I have used my own notation. The quoted text is not exactly as it appears in the referenced sources, but it is intended to convey the same meaning. I have the sense that there is a general approach that I am not seeing which would make this discussion more coherent to me. Perhaps some application the Lagrange multiplayer method.

So an answer to my first question may obviate the subsequent question. That first question is how am I really supposed to understand the discussion in the book?

We have two Cartesian coordinate systems $\mathcal{X}$ and $\overline{\mathcal{X}}$. The general expression for the length of a 3-space interval in terms of $\mathcal{X}$ is

\begin{equation} s^{2}=\Delta x^{i}\Delta x^{j}\delta_{ij}. \end{equation}

Consider a sphere whose constant radius is given in terms of each coordinate system as

\begin{equation} \Delta x^{i}\Delta x^{j}\delta_{ij}=r^{2}, \end{equation}

\begin{equation} \Delta x^{\overline{i}}\Delta x^{\overline{j}}\delta_{\overline{i}\overline{j}}=\overline{r}^{2}. \end{equation}

Our goal is to express the $x^{\overline{i}}$ in terms of the $x^{i}$ so that the expressions for $\overline{r}^{2}$ and $r^{2}$ are equivalent. The Taylor expansion of $x^{\overline{i}}$ in terms of the $x^{i}$ for small $\Delta x^{i}$ is

\begin{equation} \Delta x^{\overline{i}}=\frac{\partial x^{\overline{i}}}{\partial x^{i}}\Delta x^{i}+\frac{1}{2}\frac{\partial^{2}x^{\overline{i}}}{\partial x^{j}\partial x^{i}}\Delta x^{i}\Delta x^{j}+\mathcal{O}^{3}\left[\Delta x^{i}\right]. \end{equation}

If we substitute $\Delta x^{\overline{i}}\Delta x^{\overline{j}}\delta_{\overline{i}\overline{j}}=\overline{r}^{2}$ in this equation and compare with $s^{2}=\Delta x^{i}\Delta x^{j}\delta_{ij}$, we see that the $x^{\overline{i}}$ must be linear functions of the $x^{i}$.

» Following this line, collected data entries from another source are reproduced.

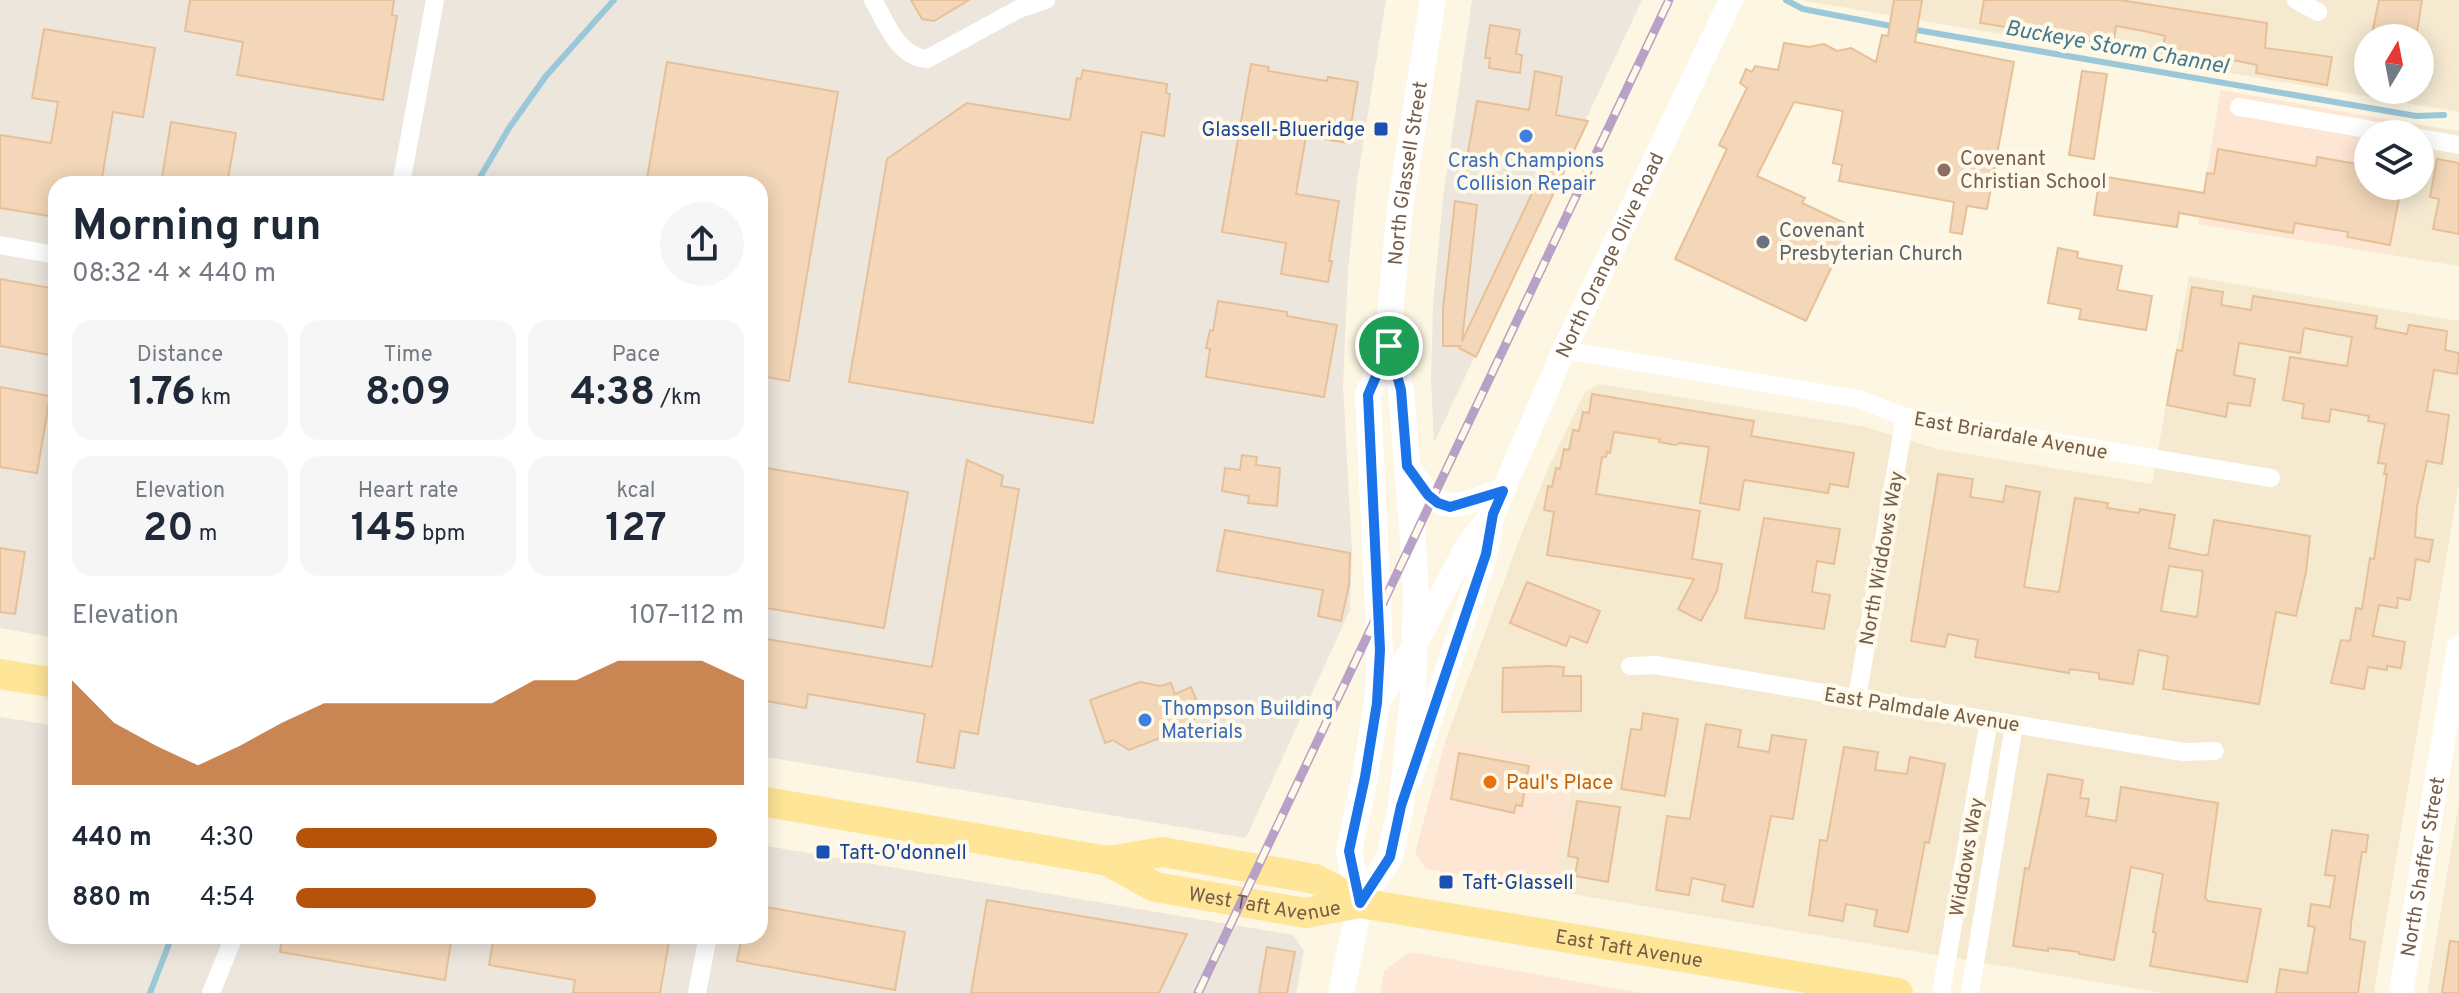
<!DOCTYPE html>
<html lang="en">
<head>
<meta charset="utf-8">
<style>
  body { margin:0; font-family:Overpass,sans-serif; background:#f6f6f7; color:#1f2937; height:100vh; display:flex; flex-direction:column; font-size:30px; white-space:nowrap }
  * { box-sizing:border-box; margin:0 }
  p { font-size:26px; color:#747a83 }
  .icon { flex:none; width:44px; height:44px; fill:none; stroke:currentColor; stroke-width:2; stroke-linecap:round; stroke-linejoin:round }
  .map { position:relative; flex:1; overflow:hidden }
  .panel { position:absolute; left:48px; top:176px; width:720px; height:768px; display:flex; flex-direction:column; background:#fff; border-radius:24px; box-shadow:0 4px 20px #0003 }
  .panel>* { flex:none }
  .needle { width:52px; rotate:10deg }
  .buttons { position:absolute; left:2354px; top:24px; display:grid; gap:16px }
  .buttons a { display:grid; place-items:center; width:80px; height:80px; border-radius:50%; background:#fff; box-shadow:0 4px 20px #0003; font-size:40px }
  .pin { position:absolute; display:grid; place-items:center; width:68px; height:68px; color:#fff; margin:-34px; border:4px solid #fff; border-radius:50%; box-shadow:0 2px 8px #0007 }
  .round { display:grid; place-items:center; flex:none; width:84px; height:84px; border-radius:42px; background:#f6f6f7 }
  .head { display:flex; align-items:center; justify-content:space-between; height:136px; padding:0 24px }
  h1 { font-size:44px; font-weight:700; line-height:60px }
  .metrics { display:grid; grid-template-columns:repeat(3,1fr); gap:12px; height:136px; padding:8px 24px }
  .metrics div { display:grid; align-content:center; border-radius:20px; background:#f6f6f7; text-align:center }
  .metrics b { font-size:40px; font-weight:700 }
  .metrics small { font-size:22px; font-weight:400 }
  .metrics p { font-size:22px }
  .chart { height:224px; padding:16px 24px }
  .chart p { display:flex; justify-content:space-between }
  .chart svg { width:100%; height:144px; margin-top:8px; fill:#b45309; opacity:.7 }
  ul { padding:0 24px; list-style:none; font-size:26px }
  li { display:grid; grid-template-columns:128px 96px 1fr; align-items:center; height:60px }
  li i { height:20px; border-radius:10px; background:#b45309 }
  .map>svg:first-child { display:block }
</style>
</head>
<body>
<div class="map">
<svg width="2459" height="993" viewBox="0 0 2459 993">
  <rect width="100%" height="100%" fill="#fdf6e2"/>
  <path fill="#f5e9d0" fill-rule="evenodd" d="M1800,0H2459V112ZM2368,38H2420V90H2368Z
    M2414,124L2459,131V266L2392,255L2404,186H2420V134H2412Z
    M2189,276L2459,321V482L2374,993H2164L1554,891L1575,765L1445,742L1519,540L1550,464L1585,392L1599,384L1866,427L1937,449L2152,484Z
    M2459,803V993H2427Z"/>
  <path fill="#fee6d5" d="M2221,90L2414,124L2412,134H2368V186H2404L2392,255L2198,224Z
    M1445,742L1575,764L1554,891L1426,869L1415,853Z
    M1410,952L1641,993H1380L1384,971Z"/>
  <path fill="#ece6dd" d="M0,0H1386L1357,182L1348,270L1343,385L1352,553L1350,610L1246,838L760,756V184H56V638L0,628Z
    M1472,0H1642L1434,443L1431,380L1433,306L1443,197Z
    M0,717L56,726V936H760V845L1293,935L1304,951L1296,993H0Z"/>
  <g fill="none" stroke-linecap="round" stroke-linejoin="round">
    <path stroke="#9bc8d9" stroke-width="6" d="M1786,0L1803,9L1896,27
      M1911,29L2416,116L2444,115
      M476,184L509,128L546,76L614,0
      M150,993L172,936"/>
  </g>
  <path fill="#f3d7b8" stroke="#e7c098" stroke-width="2" fill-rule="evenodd" d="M190,0H394L392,15L397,16L383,100L237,75L243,42L185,31Z
    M911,0H969L934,21L922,19Z
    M1894,0H1922L1915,42L2014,62L1987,209L1967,206L1962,234L1950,232L1954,202L1839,181L1842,165L1833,163L1843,111L1794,102L1757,176L1805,198L1802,203L1851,226L1806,321L1675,259L1727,149L1719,145L1747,88L1740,83L1746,69L1752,72L1755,66L1778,70L1784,43L1809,47L1824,44L1837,51L1851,48L1876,62L1882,35L1888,36Z
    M1984,0H2120L2267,23L2265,48L2332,57L2327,85L2256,73L2257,65L2238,61L2202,55L2201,60L2162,53L2165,36L2144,31L2116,26L2113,45L2075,39L2076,32L2020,24L2019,29L1980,23Z
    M2379,0H2422L2416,38H2371Z
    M1490,25L1520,30L1516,54L1522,55L1520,73L1489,68L1490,58H1485Z
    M44,29L155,48L143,117L113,112L101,184H56V217L0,208V135L51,143L58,102L32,98Z
    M667,62L838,92L789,381L760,376V184H646Z
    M1251,64L1269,67L1268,71L1327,81L1328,77L1358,82L1348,143L1306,136L1296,194L1339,201L1329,261H1332L1328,282L1281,274L1286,243L1222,232Z
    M1083,70L1167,84L1166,93L1170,94L1164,136L1142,132L1093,423L849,382L887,159L967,103L1070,120L1077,78L1081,79Z
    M1535,71L1562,77L1556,115L1588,121L1476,357L1459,348L1460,346H1443V309L1455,201L1477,205L1462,341L1545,166L1468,152L1477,101L1529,110Z
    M2082,71L2107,74L2094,159L2069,155Z
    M171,122L236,133L227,184H161Z
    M2218,149L2316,166L2317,157L2368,166V186H2394L2392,196L2399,198L2390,245L2347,237L2348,232L2295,223L2293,233L2179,213L2177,227L2094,215L2100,176L2204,193L2207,173L2214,174Z
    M2437,159L2459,163V234L2433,229L2439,199L2430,197Z
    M2058,248L2078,252L2077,258L2122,266L2117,290L2152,296L2146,330L2079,319L2081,309L2048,303Z
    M0,279L56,289V356L0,346Z
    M2192,287L2223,292L2221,305L2251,310L2253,296L2377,316L2375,328L2407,334L2409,325L2447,331L2445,350L2459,353L2457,374L2434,370L2427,411L2449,415L2442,464L2427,461L2417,507L2415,537L2433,540L2429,562L2416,559L2410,600L2398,598L2397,608L2379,605L2373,636L2405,642L2401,668L2387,666V670L2368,667L2364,689L2331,683L2341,640L2350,641L2356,608L2362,609L2370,558L2374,559L2387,474H2384L2386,464L2378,463L2385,424L2368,421L2369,416L2331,409L2329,422L2302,418L2304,404L2283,400L2290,357L2347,366L2352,337L2304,328L2300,353L2239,343L2234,375L2255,379L2250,406L2228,403L2226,417L2167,405L2177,350L2182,351Z
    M1218,301L1287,312V316L1337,325L1324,397L1206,377L1210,349L1206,348L1210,330L1213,331Z
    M0,387L50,396L37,473L0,467Z
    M1592,394L1754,421L1751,436L1854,453L1848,487L1830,484L1828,493L1744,480L1739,510L1700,503L1709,447L1680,443L1675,445L1659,442L1660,439L1614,432L1610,453L1607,452L1606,457H1602L1596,494L1700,511L1692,559L1722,564L1717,591L1701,621L1678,609L1694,579L1547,555L1554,512L1544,510L1548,486L1552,487L1556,468L1560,469L1564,449L1569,450L1573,430L1579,431L1583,412L1589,413Z
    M1242,455L1257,457L1256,465L1280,468L1277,506L1248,503L1249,496L1222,491L1225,468L1240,470Z
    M967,460L1003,476L1001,486L1019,489L978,734L960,731L954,768L917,762L925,714L808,694L806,708L760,700V638L932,667Z
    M760,467L908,492L884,628L760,607Z
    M1938,474L1973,479L1970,497L2003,502L2006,486L2040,492L2024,587L2059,592L2075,498L2108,503L2107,508L2139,513L2140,509L2175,515L2169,548L2202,555H2208L2214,520L2310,536L2306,572L2296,616L2276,612L2259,704L2163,689L2168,656L2139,650L2133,684L2099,679V673L2070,669L2069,673L1975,657L1978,640L1948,634L1945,647L1911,641ZM2169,566L2203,571L2197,617L2161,611Z
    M1764,518L1840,529L1834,564L1817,561L1812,592L1830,595L1824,629L1745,618Z
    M1225,530L1350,553L1349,585L1341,621L1318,616L1323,590L1217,571Z
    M0,548L25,552L15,614L0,612Z
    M1527,582L1600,611L1587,643L1570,636L1566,646L1510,623Z
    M1548,666L1564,667L1563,676H1581V711L1502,712L1503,668Z
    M1140,682L1160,686L1171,683L1175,694L1191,687L1201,712L1197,714L1191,726L1129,750L1113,740L1105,743L1090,700Z
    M1643,713L1678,719L1665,796L1621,789L1631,729L1641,730Z
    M1706,724L1741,730L1738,747L1769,752L1772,735L1806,740L1793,819L1771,816L1753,907L1722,901L1725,885L1692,878L1689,895L1656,890L1667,816L1690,819Z
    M1844,747L1878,752L1875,770L1907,774L1910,757L1945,764L1929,843L1925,842L1908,932L1874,926L1877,910L1846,904L1843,921L1809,915L1820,840L1827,841Z
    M1459,753L1529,766L1522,806L1516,805L1514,813L1451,799Z
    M2048,774L2083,780L2080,798L2089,799L2086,816L2116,821L2121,787L2218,803L2205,898L2208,901L2261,909L2247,982L2150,966L2156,933L2153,932L2163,874L2131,867L2114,960L2079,954V952L2048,948V951L2013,946L2025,868L2029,869Z
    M1577,801L1620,807L1608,882L1575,876L1578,858L1568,856Z
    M2332,830L2368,835L2366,852H2362L2351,923L2350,939L2365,942L2358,993H2276L2280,969L2307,973L2315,927L2308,926L2311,904L2330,907L2335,876L2325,875Z
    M987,900L1187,934L1159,993H971Z
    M760,906L905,932L895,990L737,961L742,936H760Z
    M282,936H452L445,980L280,952Z
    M494,936H670L660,993H573L575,980L489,965Z
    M2450,941L2459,942V993H2442Z
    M1267,947L1295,952L1287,993H1259Z"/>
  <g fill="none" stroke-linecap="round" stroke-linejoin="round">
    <path stroke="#fff" stroke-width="18" d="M873,0C887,24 897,56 927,59L1019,9L1046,0
      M2296,0L2318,12
      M2239,107L2395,134
      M2420,138L2459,145
      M401,184L435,0
      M0,245L56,255
      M1564,350L1858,399L1905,417L2271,478
      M1630,666L1655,665L2183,752L2215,751
      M1857,698L1905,417
      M211,993L234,936
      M697,993L708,936
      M1941,993L1989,720
      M1970,993L2014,725"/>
    <g stroke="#fff" stroke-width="24">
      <path d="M1407,466C1444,518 1446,509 1503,491"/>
      <path d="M1377,703L1416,643L1468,544L1491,516"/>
      <path id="s1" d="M1411,777L1486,554L1493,514L1564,350L1731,0"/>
      <path id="s2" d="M2401,993L2459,647"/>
    </g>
    <g stroke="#fff" stroke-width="26">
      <path d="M1360,903L1349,851L1365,777L1377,703L1380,650L1368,395L1389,346"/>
      <path id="s3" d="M1341,993L1360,903L1390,857L1401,806L1413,699L1416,591L1413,540L1401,390L1389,346V325L1400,208L1433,0"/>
    </g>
    <g stroke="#fee597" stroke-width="30">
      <path d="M0,674L56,683"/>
      <path id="s4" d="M760,801L1108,861L1155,887L1306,913L1360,903"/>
      <path id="s5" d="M1108,861L1162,852L1315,879L1360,903L1898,993"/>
    </g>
    <g stroke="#b9a0c6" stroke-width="9">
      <path id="rail" d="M1198,993L1669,0"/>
    </g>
    <use href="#rail" stroke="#fff9e9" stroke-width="6" stroke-dasharray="18" stroke-linecap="butt"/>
  </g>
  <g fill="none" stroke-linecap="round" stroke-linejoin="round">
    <g stroke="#fff" stroke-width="16">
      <path id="route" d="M1389,346L1401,390L1407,466L1428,495L1438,503L1450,507L1503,491L1493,514L1486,554L1401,806L1390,857L1360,903L1349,851L1365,777L1377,703L1380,650L1368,395Z"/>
    </g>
    <use href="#route" stroke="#1a73e8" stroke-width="10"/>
  </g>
  <g fill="#1a4fb4" stroke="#fff9e9" stroke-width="3">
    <rect x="1373" y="121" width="16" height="16" rx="4"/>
    <rect x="815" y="844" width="16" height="16" rx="4"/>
    <rect x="1438" y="874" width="16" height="16" rx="4"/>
  </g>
  <g fill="#3f7fe0" stroke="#fff9e9" stroke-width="3">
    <circle cx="1526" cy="136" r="8"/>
    <circle cx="1145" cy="720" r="8"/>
  </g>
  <circle fill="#8d6e63" stroke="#fff9e9" stroke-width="3" cx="1944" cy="170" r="8"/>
  <circle fill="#6b7280" stroke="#fff9e9" stroke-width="3" cx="1763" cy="242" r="8"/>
  <circle fill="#e8710a" stroke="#fff9e9" stroke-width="3" cx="1490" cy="782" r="8"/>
  <g text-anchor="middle" stroke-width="8" stroke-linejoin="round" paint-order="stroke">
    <g font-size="20" fill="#164399" stroke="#fff9e9" text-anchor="start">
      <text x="1365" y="136" text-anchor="end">Glassell-Blueridge</text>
      <text x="839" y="859">Taft-O'donnell</text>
      <text x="1462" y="889">Taft-Glassell</text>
    </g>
    <g font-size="20" fill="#785e54" stroke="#fff9e9" text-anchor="start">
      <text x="1960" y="165">Covenant<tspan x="1960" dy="23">Christian School</tspan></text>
    </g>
    <g font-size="20" fill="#366cbe" stroke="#fff9e9">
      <text x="1526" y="167">Crash Champions<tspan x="1526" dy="23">Collision Repair</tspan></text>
      <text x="1161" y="715" text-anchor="start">Thompson Building<tspan x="1161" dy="23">Materials</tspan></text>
    </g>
    <g font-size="20" fill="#755d47" stroke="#fff9e9">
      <text dy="7" stroke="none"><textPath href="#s3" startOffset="836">North Glassell Street</textPath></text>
      <text dy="7" stroke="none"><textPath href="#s1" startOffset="560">North Orange Olive Road</textPath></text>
      <text transform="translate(2011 435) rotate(10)" y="7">East Briardale Avenue</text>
      <text transform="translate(1881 558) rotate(-80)" y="7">North Widdows Way</text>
      <text transform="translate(1922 709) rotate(9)" y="7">East Palmdale Avenue</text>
      <text transform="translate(1966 857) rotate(-80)" y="7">Widdows Way</text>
      <text dy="7" stroke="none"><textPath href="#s2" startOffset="128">North Shaffer Street</textPath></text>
      <text dy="7" stroke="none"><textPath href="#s4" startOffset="518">West Taft Avenue</textPath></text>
      <text dy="7" stroke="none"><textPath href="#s5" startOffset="534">East Taft Avenue</textPath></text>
    </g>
    <g font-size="20" fill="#5b616d" stroke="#fff9e9" text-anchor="start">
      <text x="1779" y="237">Covenant<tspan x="1779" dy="23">Presbyterian Church</tspan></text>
    </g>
    <g font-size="20" fill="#c56008" stroke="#fff9e9" text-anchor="start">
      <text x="1506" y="789">Paul's Place</text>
    </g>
    <g font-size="22" font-style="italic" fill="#437a91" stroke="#fff9e9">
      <text transform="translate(2117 46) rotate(10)" y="8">Buckeye Storm Channel</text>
    </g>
  </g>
</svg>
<div class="buttons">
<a><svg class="needle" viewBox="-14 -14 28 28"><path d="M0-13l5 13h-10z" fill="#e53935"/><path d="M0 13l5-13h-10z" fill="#747a83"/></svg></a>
<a><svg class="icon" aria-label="layers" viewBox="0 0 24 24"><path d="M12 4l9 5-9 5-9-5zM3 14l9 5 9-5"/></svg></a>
</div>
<div class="pin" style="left:1389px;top:346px;background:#1e9e55"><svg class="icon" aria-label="arrive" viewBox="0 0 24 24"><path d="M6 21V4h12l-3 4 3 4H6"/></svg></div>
<section class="panel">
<div class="head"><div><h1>Morning run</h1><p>08:32 · 4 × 440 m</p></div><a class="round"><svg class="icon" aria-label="share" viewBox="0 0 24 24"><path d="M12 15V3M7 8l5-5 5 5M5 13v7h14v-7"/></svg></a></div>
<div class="metrics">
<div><p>Distance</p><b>1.76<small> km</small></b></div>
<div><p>Time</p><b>8:09</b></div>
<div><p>Pace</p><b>4:38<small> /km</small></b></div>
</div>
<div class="metrics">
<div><p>Elevation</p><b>20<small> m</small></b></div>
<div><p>Heart rate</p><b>145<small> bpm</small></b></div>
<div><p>kcal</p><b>127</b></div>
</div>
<div class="chart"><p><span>Elevation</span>107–112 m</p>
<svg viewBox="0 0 160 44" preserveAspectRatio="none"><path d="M0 44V12L10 25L20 32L30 38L40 32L50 25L60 19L70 19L80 19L90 19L100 19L110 12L120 12L130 6L140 6L150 6L160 12V44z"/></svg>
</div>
<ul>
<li><b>440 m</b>4:30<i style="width:94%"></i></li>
<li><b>880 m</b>4:54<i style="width:67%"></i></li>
</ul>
</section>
</div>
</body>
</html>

Am I correct in believing that what is really intended is that we substitute the expanded form of $\Delta x^{\overline{i}}$ into $\Delta x^{\overline{i}}\Delta x^{\overline{j}}\delta_{\overline{i}\overline{j}}=\overline{r}^{2}?$ The book indicates substitution in the opposite direction. Mine is the only interpretation that makes much sense to me. Following my interpretation produces

$$ \delta_{\overline{i}\overline{j}}\Delta x^{\overline{i}}\Delta x^{\overline{j}}=\delta_{\overline{i}\overline{j}}\left(\frac{\partial x^{\overline{i}}}{\partial x^{i}}\Delta x^{i}+\mathcal{O}^{2}\right)\left(\frac{\partial x^{\overline{j}}}{\partial x^{i}}\Delta x^{i}+\mathcal{O}^{2}\right) $$

$$ =\delta_{\overline{i}\overline{j}}\left(\frac{\partial x^{\overline{i}}}{\partial x^{i}}\frac{\partial x^{\overline{j}}}{\partial x^{j}}\Delta x^{i}\Delta x^{j}+\mathcal{O}^{3}\right), $$

which is close to what I know to be the correct result. Only $\mathcal{O}^{3}$ needs to be dealt with. We can't just neglect it since there is no assumption that our sphere is small.

But I don't see the need to go that far. It is easily shown by algebra and the established definitions that changing the length of the interval (and thereby the radius) means multiplying all components by the same number. It is therefore obvious that the terms of second order and higher must vanish for all intervals.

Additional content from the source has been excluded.